Après le succès remporté l’année dernière par la saison culturelle proposée au Cap Moderne de mai à septembre, plusieurs évènements vont à nouveau être organisés durant l’été 2018. Comme les brunchs et des diners de mécénat qui seront proposés sur les terrasses de la villa. Leurs recettes serviront à financer la restauration qui entre désormais dans sa phase finale. Depuis peu, une convention de partenariat a été signée avec avec le Centre des Monuments Nationaux afin que ce dernier assure l’exploitation du lieu, tandis que l’association Cap Moderne poursuivra les travaux. A partir de 2020, le CMN prendra seul la gouvernance du site.

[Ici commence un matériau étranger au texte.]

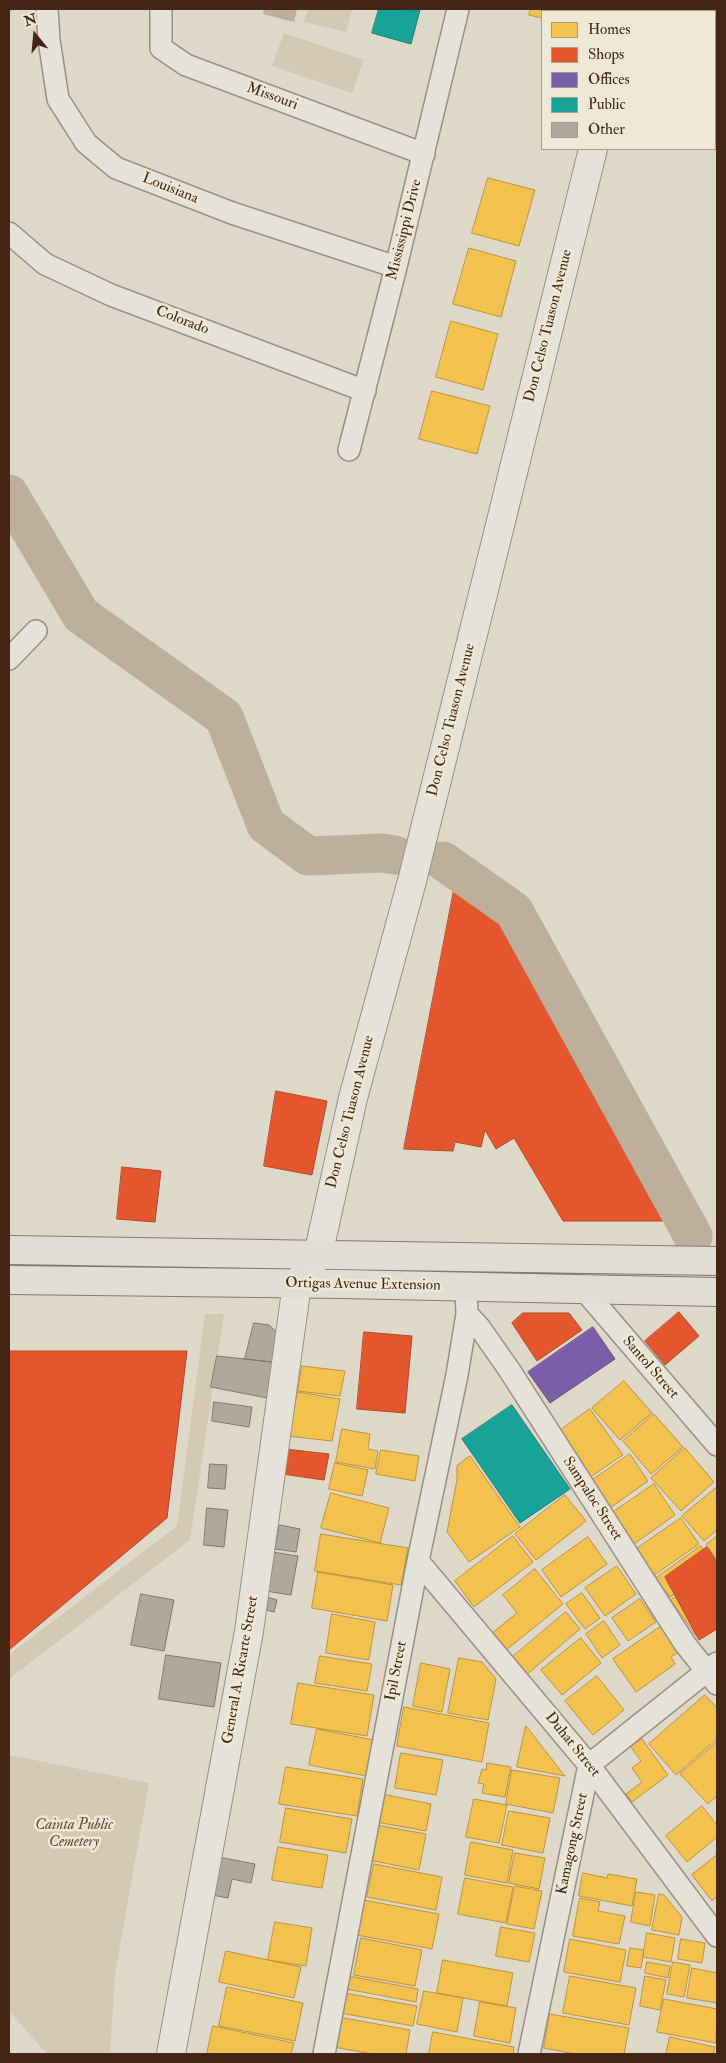 <!DOCTYPE html>
<style>
body{margin:0}
#map{position:relative;width:726px;height:2063px;overflow:hidden;background:#ddd8c7;font-family:"IM FELL Double Pica",serif}
canvas{display:block}
.frame{position:absolute;inset:0;border:10px solid #452513;pointer-events:none}
.legend{position:absolute;left:541px;top:10px;width:175px;height:140px;box-sizing:border-box;background:#eee8d5;border:1px solid #aa9a87;margin:0;padding:6px 9px;list-style:none;font-size:15px;color:#452513}
.legend li{display:flex;align-items:center;gap:10px;height:25px}
.legend b{width:25px;border:1px solid #aa9a87}
.north{position:absolute;left:10px;top:10px;width:50px;height:50px;-webkit-text-stroke:4px #eee8d5;paint-order:stroke;rotate:343deg;font-size:14px;font-weight:700;line-height:20px;text-align:center;color:#452513}
.north::after{content:'';display:block;margin:auto;width:18px;height:22px;background:#452513;clip-path:polygon(50% 0,100% 100%,50% 72%,0 100%)}
</style>
<div id="map">
<canvas width="726" height="2063"></canvas>
<div class="frame"></div>
<ul class="legend">
<li><b style="height:14px;background:#f2c14e"></b>Homes</li>
<li><b style="height:14px;background:#e4572e"></b>Shops</li>
<li><b style="height:14px;background:#7b5ea7"></b>Offices</li>
<li><b style="height:14px;background:#17a398"></b>Public</li>
<li><b style="height:14px;background:#afa99d"></b>Other</li>
</ul>
<div class="north">N</div>
</div>
<script>
const g = document.querySelector('canvas').getContext('2d');
g.lineJoin = 'round';
function fill(path, color) { g.fillStyle = color; g.fill(path, 'evenodd'); }
function stroke(path, color, width, dash) { g.strokeStyle = color; g.lineWidth = width; g.lineCap = dash ? 'butt' : 'round'; g.setLineDash(dash || []); g.stroke(path); }
function drawText(font, color, halo, rows, align = 'center') {
  g.font = font + ' "IM FELL Double Pica",serif'; g.lineWidth = 5; g.setLineDash([]); g.textBaseline = 'middle'; g.strokeStyle = halo; g.fillStyle = color; for (const [text, x, y, turn = 0] of rows) {
    g.save(); g.translate(x, y); g.rotate((+turn || 0) * Math.PI / 180); g.textAlign = isNaN(turn) ? turn : align; if (halo) g.strokeText(text, 0, 0); g.fillText(text, 0, 0); g.restore();
  }
}
fill(new Path2D(`
 M308,9H352L346,32L304,22Z
 M284,33L364,60L352,93L272,66Z
 M205,1314H224L190,1540L9,1679V1655L177,1526Z
 M9,1755L149,1783L115,1974L110,2054H47L9,2011Z`), '#d3c9b3');
fill(new Path2D(`
 M264,9H297L294,22L263,14Z`), '#bdaf99');
const homes = new Path2D(`
 M531,9H591L590,11H542V18L529,15Z
 M488,178L535,190L519,246L472,233Z
 M469,248L516,261L501,317L453,304Z
 M451,321L498,334L483,390L436,377Z
 M432,391L490,406L477,454L419,439Z
 M302,1366L345,1371L340,1396L298,1391Z
 M624,1381L652,1413L620,1440L592,1408Z
 M298,1392L340,1399L332,1441L287,1436Z
 M590,1409L623,1455L587,1479L555,1434Z
 M654,1414L683,1447L651,1474L623,1441Z
 M342,1429L370,1434L368,1449L378,1451L375,1469L336,1462Z
 M685,1448L714,1482L681,1511L651,1478Z
 M381,1450L419,1456L415,1481L376,1474Z
 M630,1454L648,1481L610,1508L591,1481Z
 M470,1456L520,1527L469,1562L447,1532L457,1480V1466Z
 M335,1463L368,1470L362,1496L329,1489Z
 M654,1484L675,1515L634,1544L612,1513Z
 M717,1487V1530L704,1541L682,1516Z
 M331,1493L389,1508L380,1543L321,1528Z
 M565,1495L586,1521L536,1560L515,1534Z
 M681,1518L699,1544L653,1576L635,1550Z
 M321,1534L408,1548L401,1585L315,1571Z
 M513,1536L533,1562L474,1607L455,1581Z
 M717,1536V1559L706,1545Z
 M588,1537L607,1564L561,1597L542,1570Z
 M701,1546L715,1566L670,1597L656,1578Z
 M617,1566L636,1594L605,1616L585,1588Z
 M717,1568V1622L696,1636L671,1600Z
 M535,1569L563,1604L505,1651L491,1634L517,1613L503,1595Z
 M318,1572L393,1585L387,1621L312,1608Z
 M582,1593L600,1618L585,1629L566,1604Z
 M640,1599L656,1622L628,1641L612,1618Z
 M566,1612L580,1629L525,1676L510,1659Z
 M332,1614L375,1622L369,1660L326,1653Z
 M604,1621L620,1645L602,1658L586,1634Z
 M663,1625L680,1651L671,1657L675,1664L636,1692L613,1659Z
 M581,1638L601,1663L562,1695L541,1670Z
 M320,1656L372,1664L367,1691L315,1683Z
 M459,1658L482,1662L496,1679L488,1720L448,1713Z
 M421,1663L450,1669L442,1712L413,1706Z
 M597,1676L624,1710L593,1735L565,1701Z
 M298,1683L374,1695L367,1736L291,1724Z
 M705,1695L717,1708V1739L676,1775L649,1744Z
 M404,1707L489,1723L482,1762L397,1746Z
 M526,1726L565,1776L517,1767Z
 M317,1729L374,1740L366,1776L309,1765Z
 M642,1739L668,1775L632,1802L626,1794L642,1782L632,1768L641,1761L631,1747Z
 M717,1742V1796L708,1804L680,1774Z
 M401,1753L443,1760L436,1795L395,1788Z
 M487,1763L511,1767L505,1797L482,1793L484,1784L478,1783L482,1769L486,1770Z
 M286,1767L363,1779L357,1816L279,1804Z
 M512,1770L560,1778L553,1813L506,1804Z
 M377,1793L431,1804L426,1831L371,1821Z
 M474,1799L507,1805L499,1843L466,1837Z
 M702,1806L717,1825V1837L687,1862L666,1836Z
 M286,1808L352,1819L346,1853L280,1842Z
 M509,1811L550,1818L543,1853L502,1845Z
 M371,1824L426,1834L419,1870L364,1859Z
 M471,1842L513,1850L507,1883L465,1875Z
 M278,1847L328,1855L322,1888L272,1880Z
 M515,1853L545,1858L539,1889L509,1883Z
 M717,1855V1896L712,1901L692,1875Z
 M374,1864L442,1877L436,1910L367,1897Z
 M583,1873L607,1878L608,1874L637,1879L632,1906L579,1896Z
 M465,1878L513,1887L506,1923L458,1914Z
 M515,1886L542,1891L534,1929L507,1924Z
 M636,1892L655,1895L650,1926L631,1922Z
 M659,1894L664,1895L682,1917L679,1935L652,1930Z
 M580,1898L600,1902L598,1911L625,1916L619,1944L573,1936Z
 M358,1899L439,1914L432,1949L351,1934Z
 M275,1922L312,1928L306,1966L268,1960Z
 M501,1927L535,1933L529,1962L496,1956Z
 M647,1933L675,1938L671,1962L643,1957Z
 M361,1938L422,1950L415,1986L354,1975Z
 M570,1939L626,1950L620,1982L564,1972Z
 M681,1939L705,1943L702,1963L678,1959Z
 M630,1948L644,1950L641,1968L627,1966Z
 M226,1951L301,1967L294,1998L219,1982Z
 M443,1960L513,1973L507,2006L437,1993Z
 M647,1962L670,1966L668,1978L645,1973Z
 M673,1962L690,1965L684,1997L667,1994Z
 M692,1968L717,1973V2003L687,1998Z
 M343,1975L418,1989L416,2002L341,1988Z
 M570,1976L636,1988L629,2025L563,2013Z
 M645,1976L666,1980L660,2010L640,2006Z
 M227,1987L303,2003L295,2041L219,2026Z
 M424,1991L463,1998L457,2032L417,2024Z
 M339,1992L417,2006L413,2026L335,2012Z
 M664,1999L717,2009L716,2043L657,2032Z
 M480,2002L516,2008L510,2043L474,2036Z
 M550,2014L629,2028L624,2054H575L544,2048Z
 M333,2016L410,2030L406,2054H372L328,2046Z
 M213,2026L294,2043L291,2054H207Z
 M433,2032L514,2047L513,2054H429Z
 M670,2037L715,2047L713,2054H666Z`);
fill(homes, '#f2c14e');
stroke(homes, '#be923c', 1);
const shops = new Path2D(`
 M455,885L504,909L668,1199L676,1221H563L514,1138L496,1149L485,1130L481,1147L455,1142L453,1151L404,1149Z
 M276,1091L327,1101L312,1175L264,1166Z
 M122,1167L161,1171L155,1222L117,1219Z
 M679,1312L699,1336L665,1365L645,1341Z
 M523,1313H569L582,1330L537,1361L512,1323Z
 M364,1332L412,1336L405,1413L357,1409Z
 M9,1351H187L167,1518L9,1650Z
 M285,1449L329,1454L324,1480L282,1474Z
 M707,1547L717,1562V1629L699,1640L665,1577Z`);
fill(shops, '#e4572e');
stroke(shops, '#b44826', 1);
const offices = new Path2D(`
 M593,1327L615,1359L550,1403L528,1372Z`);
fill(offices, '#7b5ea7');
stroke(offices, '#6b4d7b', 1);
const public = new Path2D(`
 M379,9L420,10L411,44L372,33Z
 M512,1405L570,1489L520,1523L462,1439Z`);
fill(public, '#17a398');
stroke(public, '#257d70', 1);
stroke(new Path2D(`
 M9,494L81,615L224,717L266,825L308,856L382,853L395,855
 M443,861L514,911L693,1236`), '#bdaf99', 39);
const building = new Path2D(`
 M254,1323L269,1325L281,1336L272,1362L245,1359Z
 M217,1356L272,1362L267,1398L211,1387Z
 M214,1402L252,1407L249,1427L212,1421Z
 M210,1464L227,1465L225,1489L208,1488Z
 M207,1508L228,1510L224,1547L204,1545Z
 M280,1525L300,1529L296,1552L275,1549Z
 M266,1551L298,1556L291,1595L259,1590Z
 M141,1594L174,1600L164,1651L131,1645Z
 M261,1595L277,1600L274,1612L257,1608Z
 M166,1655L221,1663L214,1707L159,1699Z
 M208,1855L255,1864L251,1883L232,1879L228,1898L201,1893Z`);
fill(building, '#afa99d');
stroke(building, '#81786d', 1);
const minor = new Path2D(`
 M47,9L49,40L58,99L86,143L116,168L232,213L396,267
 M161,9V48L186,65L424,154
 M715,39H717
 M9,233L45,264L111,295L365,391
 M349,450L396,267L458,9
 M9,659L36,631
 M584,1290L717,1445
 M467,1314L480,1328L510,1371L685,1644L717,1684
 M418,1561L589,1765L717,1936
 M324,2054L418,1561L457,1375L467,1314L466,1288
 M529,2054L589,1765L717,1663`);
const tertiary = new Path2D(`
 M627,11V9
 M171,2054L249,1631L297,1284L318,1255L353,1098L412,881L593,149`);
const primary = new Path2D(`
 M9,1250L717,1261
 M9,1280L342,1284L717,1292`);
stroke(minor, '#979084', 24);
stroke(tertiary, '#979084', 30);
stroke(primary, '#81786d', 30);
stroke(minor, '#e5e2da', 21);
stroke(tertiary, '#e5e2da', 28);
stroke(primary, '#e0ddd4', 28);
drawText('15px', '#452513', '#eee8d5', [
 ["Missouri",272,97,20],
 ["Louisiana",170,189,22],
 ["Mississippi Drive",405,230,-76],
 ["Colorado",182,321,21],
 ["Don Celso Tuason Avenue",549,326,-76],
 ["Don Celso Tuason Avenue",452,720,-76],
 ["Don Celso Tuason Avenue",351,1112,-76],
 ["Ortigas Avenue Extension",363,1285,1],
 ["Santol Street",650,1368,49],
 ["Sampaloc Street",592,1499,57],
 ["General A. Ricarte Street",241,1670,-80],
 ["Ipil Street",397,1671,-79],
 ["Duhat Street",572,1745,51],
 ["Kamagong Street",573,1844,-78]
]);
drawText('italic 15px', '#664b37', '#eee8d5', [
 ["Cainta Public",74,1826],
 ["Cemetery",74,1843]
]);
</script>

La villa E-1027 d’Eileen Gray et Jean Badovaci
La villa E-1027 d’Eileen Gray et Jean Badovaci Manuel Bougot

Depuis la baie du Cabbé, on l’aperçoit, blanche, tout en longueur, nichée entre rochers et maquis. L’histoire de la villa E-1027 débute en 1926, lorsque Eileen Gray, designer d’origine irlandaise, décide de trouver un « refuge » en Méditerranée, soutenue par Jean Badovici, architecte et directeur de la revue Architecture vivante. Leur choix se tourne vers le Cap Martin, sur un terrain escarpé, à pic, avec une vue extraordinaire sur la Méditerranée. Eileen Gray travaille trois ans sur ce projet. Tel un petit paquebot, la maison est conçue en fonction de la lumière et du vent. Posée sur pilotis, d’une superficie de 120 m2, la structure est distribuée sur deux étages. Un escalier hélicoïdal réunit l’ensemble au toit-terrasse, assurant également une ventilation naturelle.

Salon de la villa E-1027.
Salon de la villa E-1027. Manuel Bougot

À l’intérieur, le blanc domine. La designer a porté une attention particulière au mobilier, fixe comme amovible. Tout est étudié dans le moindre détail. Des lieux, il se dégage une atmosphère très féminine alliée à un esprit rationnel, le tout saupoudré d’une pointe d’humour. En 1932, Eileen Gray décide de partir sur les collines de Menton pour construire une seconde maison qu’elle conservera jusqu’en 1950. Après son départ, la villa E-1027 sera occupée par Le Corbusier, ami de Badovici. Lors de ses séjours, il réalise huit fresques sur les parois de l’habitation. Eileen Gray sera offusquée par cette intervention, car elle modifie complètement la conception de l’espace. Passée ensuite entre plusieurs mains, longtemps laissée à l’abandon, la villa est finalement reprise par le Conservatoire du Littoral et la Commune de Roquebrune-Cap Martin qui entament aussitôt la restauration du bâtiment et de ses espaces verts. Une légende qui reprend vie, un voyage dans les années mythiques de ce lieu intemporel.

Détail de l’escalier de la villa E-1027 menant au toit-terrasse.
Détail de l’escalier de la villa E-1027 menant au toit-terrasse. Manuel Bougot

> Accessible par le sentier du littoral, le site Cap Moderne se visite par petits groupes, sur réservation uniquement. capmoderne.com
> Dans le hangar situé à proximité du site, exposition « Eileen Gray, une architecture de l’intime » (jusqu’au 30 octobre).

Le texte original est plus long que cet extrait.